Dataset excerpts:
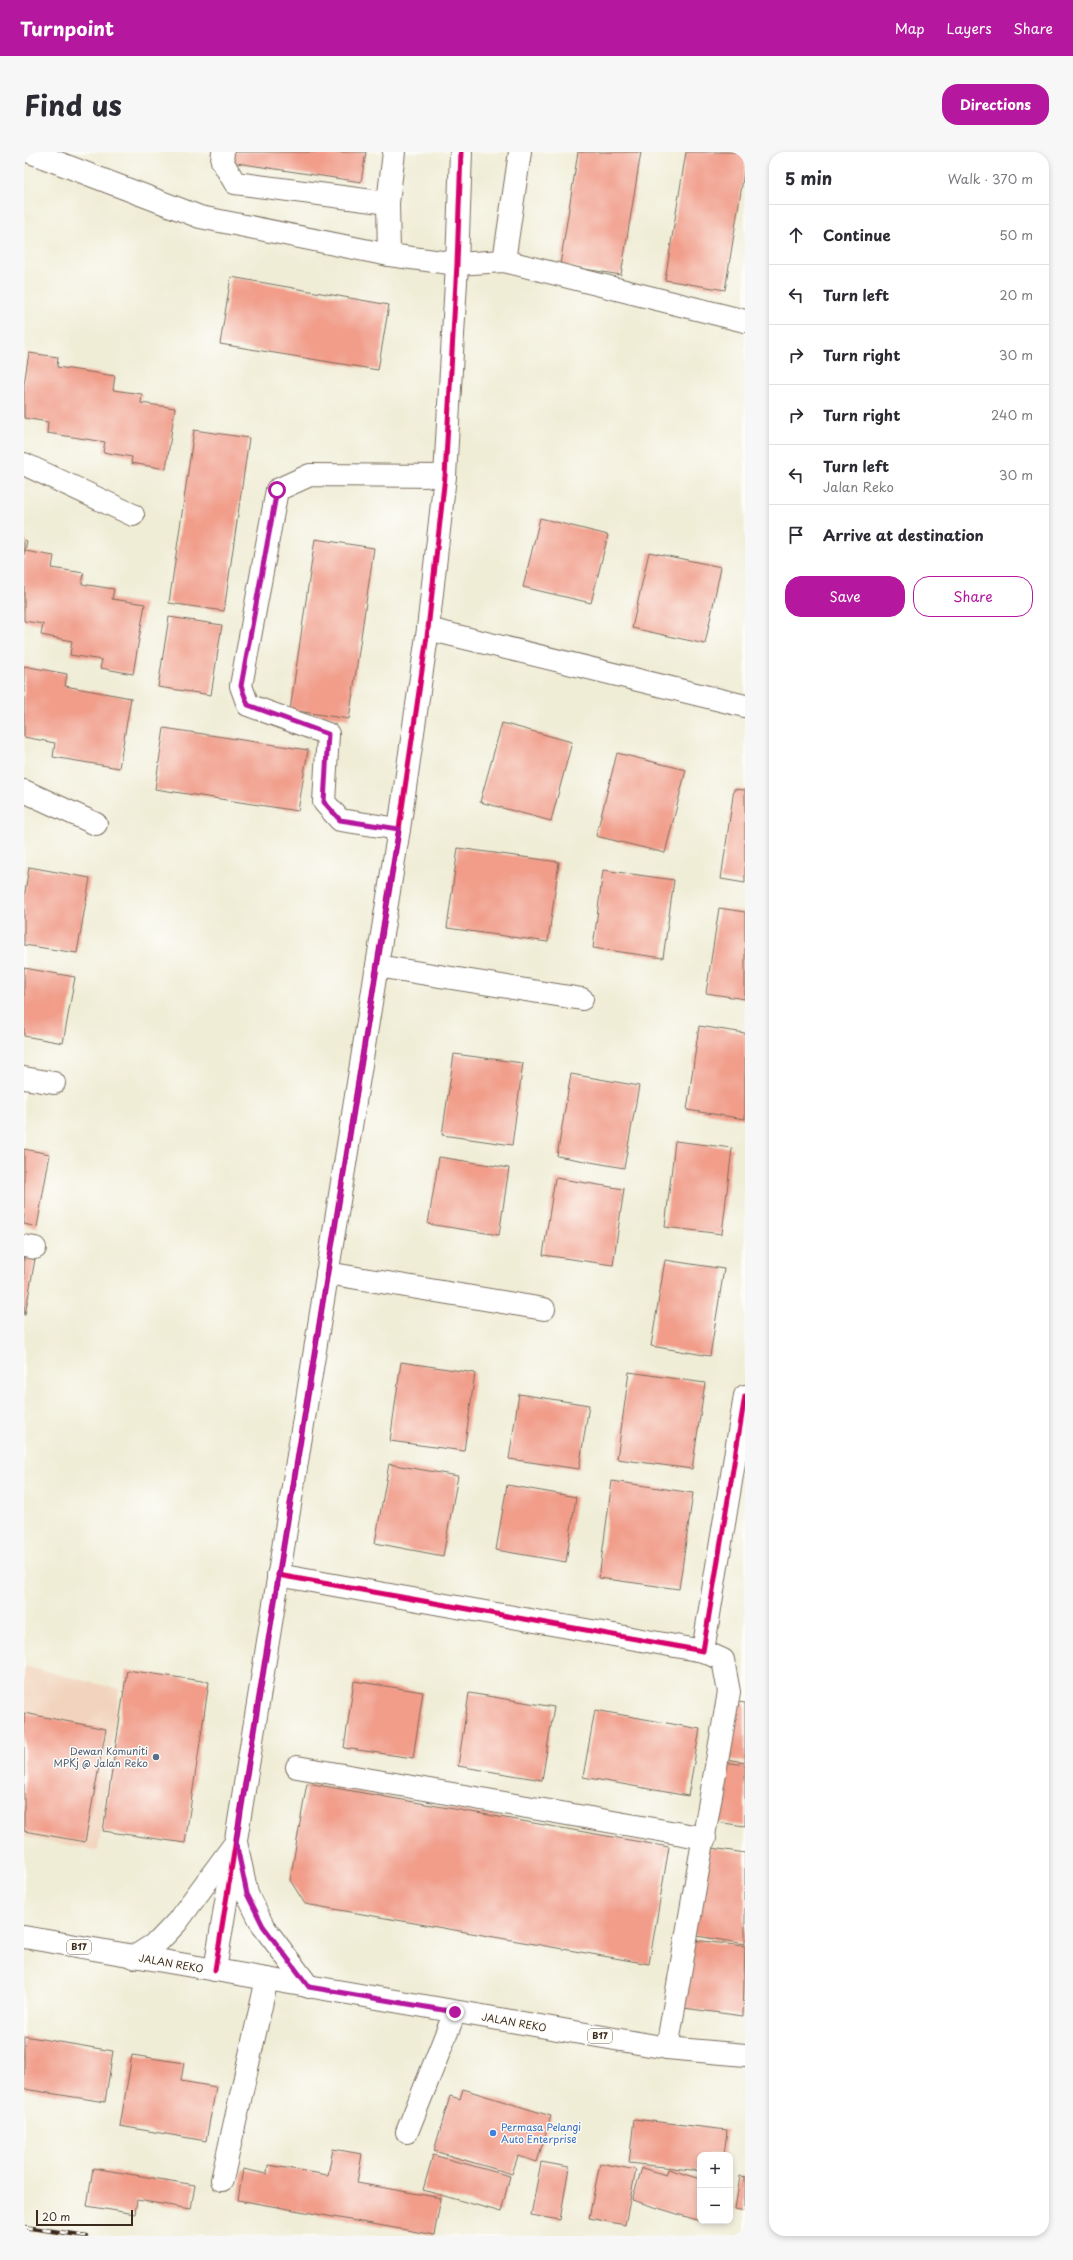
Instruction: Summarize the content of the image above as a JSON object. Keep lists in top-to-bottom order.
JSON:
{
  "streets": {
    "street": ["B17", "JALAN REKO"]
  },
  "places": ["Dewan Komuniti MPKj @ Jalan Reko", "Permasa Pelangi Auto Enterprise"],
  "scale_bar": "20 m",
  "page": {
    "header": "Turnpoint",
    "nav": ["Map", "Layers", "Share"],
    "title": "Find us",
    "buttons": [
      "Directions",
      ["Save", "Share"]
    ],
    "heading": ["5 min", "Walk · 370 m"],
    "list": [
      ["Continue", "50 m"],
      ["Turn left", "20 m"],
      ["Turn right", "30 m"],
      ["Turn right", "240 m"],
      ["Turn left", "Jalan Reko", "30 m"],
      "Arrive at destination"
    ],
    "map_buttons": ["+", "−"],
    "scale": "20 m"
  }
}
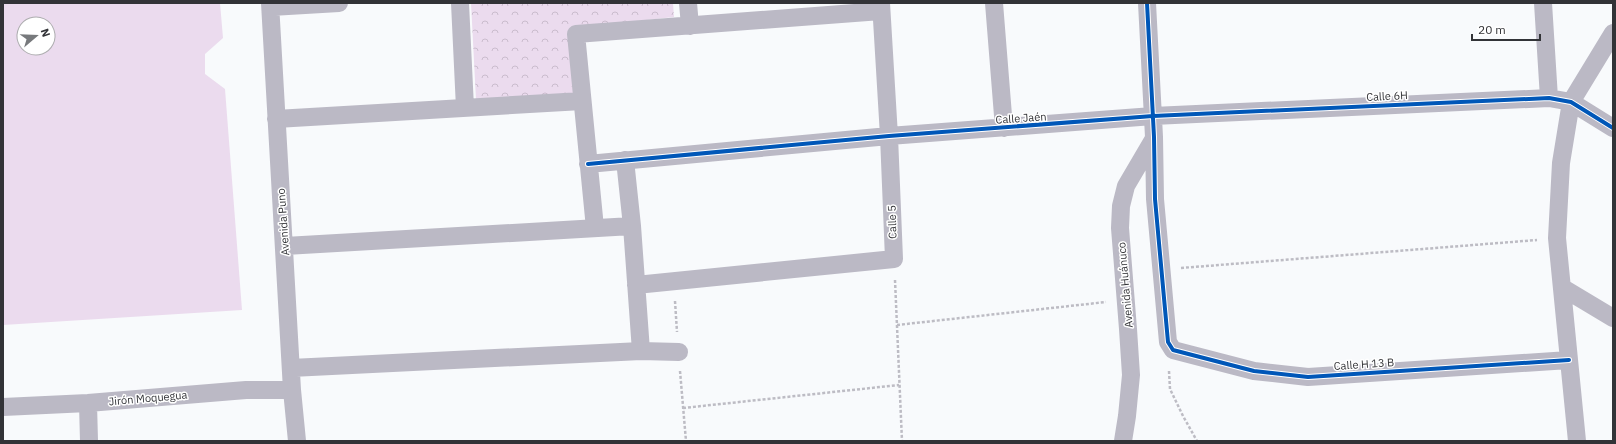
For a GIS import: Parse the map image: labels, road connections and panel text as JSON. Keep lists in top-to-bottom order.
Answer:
{
  "streets": {
    "street": [
      "Calle 6H",
      "Calle Jaén",
      "Avenida Puno",
      "Calle 5",
      "Avenida Huánuco",
      "Calle H 13 B",
      "Jirón Moquegua"
    ]
  },
  "crossings": [
    ["Calle 6H", "Calle Jaén"],
    ["Calle Jaén", "Calle 5"],
    ["Avenida Puno", "Jirón Moquegua"]
  ],
  "scale_bar": "20 m",
  "north": "right"
}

## Work instruction
Look for the string "order" in the entries above. Copy every line that has it.

## Result
Instruction: Summarize the content of the image above as a JSON object. Keep lists in top-to-bottom order.
For a GIS import: Parse the map image: labels, road connections and panel text as JSON. Keep lists in top-to-bottom order.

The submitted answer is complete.